▼▼▼
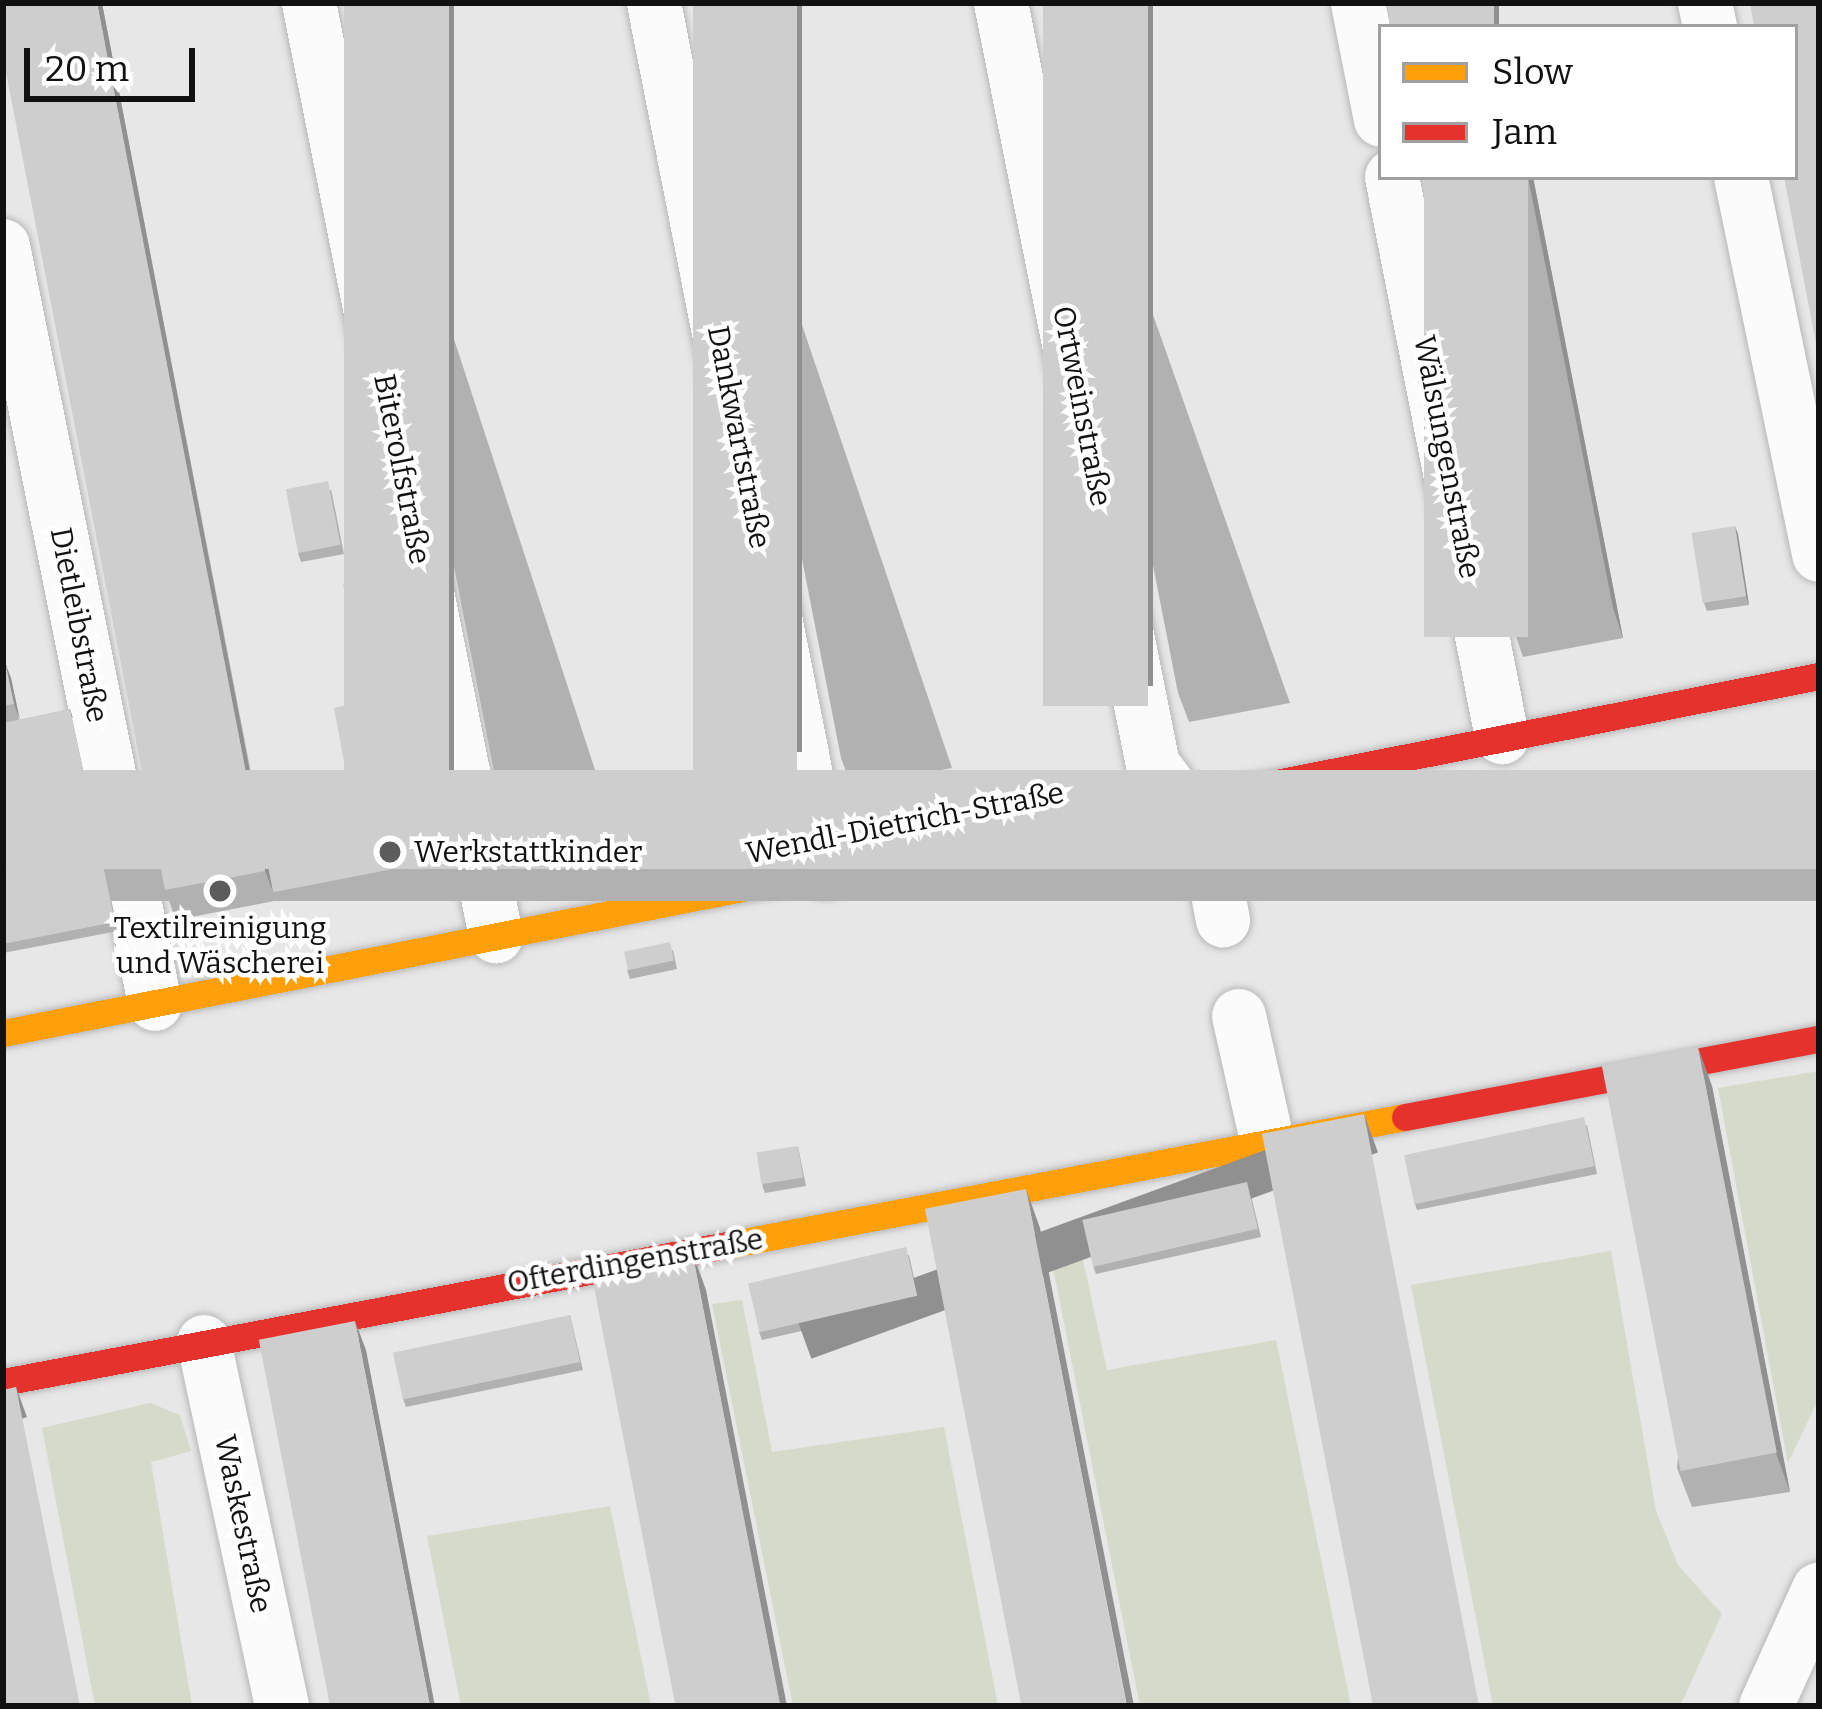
<!DOCTYPE html>
<meta charset="utf-8">
<style>
body{margin:0}
#map{position:relative;width:1822px;height:1709px;overflow:hidden;background:#e7e7e7;font-family:Bitter,serif}
div>[style]{position:absolute}
.green>*{inset:0;background:#d5daca}
.roads{filter:drop-shadow(0 0 3px #b8b8b8) drop-shadow(0 0 3px #b8b8b8)}
.street>*{height:54px;margin:-27px;padding:0 27px;transform-origin:27px;border-radius:27px;background:#fbfbfb}
.slow>*{height:27px;margin:-13.5px;padding:0 13.5px;transform-origin:13.5px;border-radius:13.5px;background:#ff9f0a}
.jam>*{height:27px;margin:-13.5px;padding:0 13.5px;transform-origin:13.5px;border-radius:13.5px;background:#e5322d}
.wall>*{inset:0;background:#b1b1b1;transform-origin:0 0}
.shaded-wall>*{inset:0;background:#909090;transform-origin:0 0}
.building>*{inset:0;background:#cecece;transform-origin:0 0}
.dots>*{width:33px;height:33px;translate:-50% -50%;box-sizing:border-box;border:6px solid #fff;border-radius:50%}
span{translate:-50% -50%;white-space:nowrap;text-align:center;line-height:1.15;-webkit-text-stroke:9px #fff;paint-order:stroke}
.street-label{font-size:30px;color:#111112}
.poi-label{font-size:30px;color:#111112}
.left{translate:0 -50%;text-align:left}
.frame{position:absolute;inset:0;border:6px solid #111112;pointer-events:none}
.legend{position:absolute;left:1378px;top:24px;width:420px;height:156px;box-sizing:border-box;background:#fff;border:3px solid #a0a0a0;margin:0;padding:15px 21px;list-style:none;font-size:36px;color:#111112}
.legend li{display:flex;align-items:center;gap:24px;height:60px}
.legend b{width:60px;border:3px solid #a0a0a0}
.scale{position:absolute;left:24px;top:48px;width:171px;height:54px;box-sizing:border-box;border:6px solid #111112;border-top:0;padding-left:15px;font-size:36px;line-height:42px;white-space:nowrap;color:#111112;-webkit-text-stroke:9px #fff;paint-order:stroke}
</style>
<div id="map">
<div class="green">
<i style="clip-path:polygon(1819px 1071px,1819px 1398px,1788px 1463px,1718px 1088px)"></i>
<i style="clip-path:polygon(1076px 1228px,1107px 1370px,1276px 1340px,1351px 1706px,1140px 1706px,1046px 1232px)"></i>
<i style="clip-path:polygon(1611px 1251px,1656px 1511px,1678px 1565px,1722px 1614px,1680px 1706px,1493px 1706px,1411px 1285px)"></i>
<i style="clip-path:polygon(742px 1300px,772px 1452px,944px 1427px,998px 1706px,793px 1706px,712px 1304px)"></i>
<i style="clip-path:polygon(150px 1403px,180px 1415px,191px 1451px,151px 1462px,192px 1706px,95px 1706px,42px 1428px)"></i>
<i style="clip-path:polygon(610px 1506px,651px 1706px,461px 1706px,427px 1536px)"></i>
</div>
<div class="roads">
<div class="street">
<i style="left:309px;top:3px;width:952px;rotate:78.67deg"></i>
<i style="left:654px;top:3px;width:885px;rotate:78.86deg"></i>
<i style="left:1001px;top:3px;width:777px;rotate:78.72deg"></i>
<i style="left:1153px;top:765px;width:90px;rotate:53.1deg"></i>
<i style="left:1207px;top:837px;width:85px;rotate:79.1deg"></i>
<i style="left:1358px;top:3px;width:119px;rotate:78.9deg"></i>
<i style="left:1705px;top:3px;width:25px;rotate:78deg"></i>
<i style="left:1392px;top:177px;width:571px;rotate:78.89deg"></i>
<i style="left:1741px;top:177px;width:386px;rotate:78.3deg"></i>
<i style="left:3px;top:246px;width:773px;rotate:78.66deg"></i>
<i style="left:1239px;top:1016px;width:132px;rotate:77.3deg"></i>
<i style="left:204px;top:1342px;width:372px;rotate:77.9deg"></i>
<i style="left:1766px;top:1706px;width:128px;rotate:-65.6deg"></i>
</div>
<div class="slow">
<i style="left:3px;top:1033px;width:1013px;rotate:-11.1deg"></i>
<i style="left:727px;top:1245px;width:690px;rotate:-10.69deg"></i>
</div>
<div class="jam">
<i style="left:997px;top:838px;width:838px;rotate:-11.15deg"></i>
<i style="left:1405px;top:1117px;width:421px;rotate:-10.7deg"></i>
<i style="left:3px;top:1382px;width:737px;rotate:-10.72deg"></i>
</div>
</div>
<div class="wall">
<i style="clip-path:polygon(344px 3px,616px 834px,515px 853px,504px 823px)"></i>
<i style="clip-path:polygon(693px 3px,952px 768px,852px 788px,841px 758px)"></i>
<i style="clip-path:polygon(1043px 3px,1290px 703px,1189px 722px,1178px 693px)"></i>
<i style="clip-path:polygon(102px 4px,258px 809px,351px 791px,348px 783px,365px 701px,378px 594px,407px 746px,423px 743px,429px 760px,450px 867px,176px 920px,165px 890px)"></i>
<i style="clip-path:polygon(1424px 177px,1533px 177px,1623px 638px,1523px 657px,1513px 628px)"></i>
<i style="clip-path:polygon(331px 489px,344px 554px,301px 562px,298px 553px)"></i>
<i style="clip-path:polygon(1735px 526px,1749px 605px,1707px 611px,1704px 603px)"></i>
<i style="clip-path:polygon(3px 662px,11px 678px,19px 720px,70px 709px,118px 931px,3px 953px,3px 870px,14px 868px,3px 813px)"></i>
<i style="clip-path:polygon(759px 724px,776px 799px,728px 808px,725px 800px)"></i>
<i style="left:1819px;top:770px;width:131px;height:1850px;rotate:90deg"></i>
<i style="clip-path:polygon(694px 832px,696px 844px,648px 851px,645px 843px)"></i>
<i style="clip-path:polygon(673px 950px,677px 969px,630px 979px,627px 970px)"></i>
<i style="clip-path:polygon(1712px 1086px,1790px 1492px,1692px 1507px,1677px 1468px)"></i>
<i style="clip-path:polygon(1587px 1125px,1597px 1174px,1417px 1210px,1414px 1201px)"></i>
<i style="clip-path:polygon(798px 1146px,806px 1186px,765px 1193px,762px 1185px)"></i>
<i style="clip-path:polygon(1250px 1191px,1261px 1237px,1096px 1274px,1093px 1266px)"></i>
<i style="clip-path:polygon(909px 1255px,920px 1304px,762px 1340px,759px 1332px)"></i>
<i style="clip-path:polygon(570px 1315px,583px 1370px,406px 1407px,403px 1399px)"></i>
</div>
<div class="shaded-wall">
<i style="clip-path:polygon(97px 3px,102px 3px,273px 892px,265px 871px)"></i>
<i style="left:449px;top:3px;width:5px;height:817px"></i>
<i style="left:797px;top:3px;width:5px;height:749px"></i>
<i style="left:1148px;top:3px;width:5px;height:683px"></i>
<i style="left:1494px;top:3px;width:5px;height:25px"></i>
<i style="clip-path:polygon(1528px 177px,1533px 177px,1623px 638px,1613px 608px)"></i>
<i style="clip-path:polygon(1735px 526px,1738px 534px,1749px 605px,1746px 596px)"></i>
<i style="clip-path:polygon(372px 578px,378px 594px,410px 763px,405px 747px)"></i>
<i style="clip-path:polygon(5px 662px,11px 678px,20px 720px,14px 704px)"></i>
<i style="left:70px;top:709px;width:9px;height:218px;rotate:72deg"></i>
<i style="clip-path:polygon(423px 743px,429px 760px,450px 867px,447px 858px)"></i>
<i style="clip-path:polygon(1698px 1047px,1712px 1086px,1790px 1492px,1776px 1453px)"></i>
<i style="left:1364px;top:1114px;width:41px;height:603px;rotate:70deg"></i>
<i style="clip-path:polygon(1026px 1189px,1040px 1228px,1134px 1706px,1127px 1706px)"></i>
<i style="clip-path:polygon(692px 1251px,706px 1290px,787px 1706px,780px 1706px)"></i>
<i style="clip-path:polygon(355px 1321px,366px 1350px,435px 1706px,430px 1706px)"></i>
<i style="left:16px;top:1387px;width:32px;height:325px;rotate:70deg"></i>
</div>
<div class="building">
<i style="clip-path:polygon(3px 3px,97px 3px,265px 871px,165px 890px,3px 57px)"></i>
<i style="left:344px;top:3px;width:105px;height:835px"></i>
<i style="left:693px;top:3px;width:104px;height:769px"></i>
<i style="left:1043px;top:3px;width:105px;height:703px"></i>
<i style="left:1389px;top:3px;width:105px;height:25px"></i>
<i style="clip-path:polygon(1750px 3px,1819px 3px,1819px 359px,1784px 177px,1795px 177px,1795px 27px,1754px 27px)"></i>
<i style="left:1424px;top:177px;width:104px;height:460px"></i>
<i style="left:328px;top:481px;width:65px;height:43px;rotate:79deg"></i>
<i style="left:1735px;top:526px;width:71px;height:44px;rotate:81deg"></i>
<i style="clip-path:polygon(372px 578px,405px 747px,423px 743px,428px 768px,348px 783px,334px 708px,365px 701px,343px 584px)"></i>
<i style="clip-path:polygon(3px 662px,5px 662px,14px 704px,3px 706px)"></i>
<i style="clip-path:polygon(70px 709px,115px 922px,3px 944px,3px 870px,14px 868px,3px 813px,3px 723px)"></i>
<i style="left:759px;top:724px;width:68px;height:48px;rotate:78deg"></i>
<i style="left:1819px;top:770px;width:99px;height:1850px;rotate:90deg"></i>
<i style="left:431px;top:776px;width:84px;height:177px;rotate:79deg"></i>
<i style="clip-path:polygon(691px 824px,692px 835px,645px 843px,642px 830px)"></i>
<i style="left:670px;top:942px;width:19px;height:47px;rotate:78deg"></i>
<i style="left:1698px;top:1047px;width:413px;height:98px;rotate:79deg"></i>
<i style="left:1364px;top:1114px;width:603px;height:104px;rotate:79deg"></i>
<i style="left:1584px;top:1117px;width:50px;height:184px;rotate:78deg"></i>
<i style="left:798px;top:1146px;width:32px;height:42px;rotate:81deg"></i>
<i style="left:1247px;top:1182px;width:48px;height:169px;rotate:77deg"></i>
<i style="left:1026px;top:1189px;width:527px;height:103px;rotate:79deg"></i>
<i style="left:906px;top:1247px;width:50px;height:162px;rotate:77deg"></i>
<i style="left:692px;top:1251px;width:463px;height:103px;rotate:79deg"></i>
<i style="left:570px;top:1315px;width:48px;height:181px;rotate:78deg"></i>
<i style="left:355px;top:1321px;width:392px;height:98px;rotate:79deg"></i>
<i style="clip-path:polygon(16px 1387px,80px 1706px,3px 1706px,3px 1390px)"></i>
</div>
<div class="dots">
<i style="left:390px;top:852px;background:#5c5c5d"></i>
<i style="left:220px;top:891px;background:#5c5c5d"></i>
</div>
<div class="street-label">
<span style="left:1082px;top:406px;rotate:79deg">Ortweinstraße</span>
<span style="left:739px;top:437px;rotate:79deg">Dankwartstraße</span>
<span style="left:1447px;top:457px;rotate:79deg">Wälsungenstraße</span>
<span style="left:402px;top:469px;rotate:79deg">Biterolfstraße</span>
<span style="left:79px;top:625px;rotate:79deg">Dietleibstraße</span>
<span style="left:905px;top:823px;rotate:-11deg">Wendl-Dietrich-Straße</span>
<span style="left:635px;top:1261px;rotate:-10deg">Ofterdingenstraße</span>
<span style="left:243px;top:1524px;rotate:78deg">Waskestraße</span>
</div>
<div class="poi-label">
<span class="left" style="left:414px;top:852px">Werkstattkinder</span>
<span style="left:220px;top:945px">Textilreinigung<br>und Wäscherei</span>
</div>
<div class="frame"></div>
<ul class="legend">
<li><b style="height:15px;background:#ff9f0a"></b>Slow</li>
<li><b style="height:15px;background:#e5322d"></b>Jam</li>
</ul>
<div class="scale">20 m</div>
</div>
▲▲▲
Exercise aim: Give only the number of lines in the listing above that include the string "dots".

Output below: 2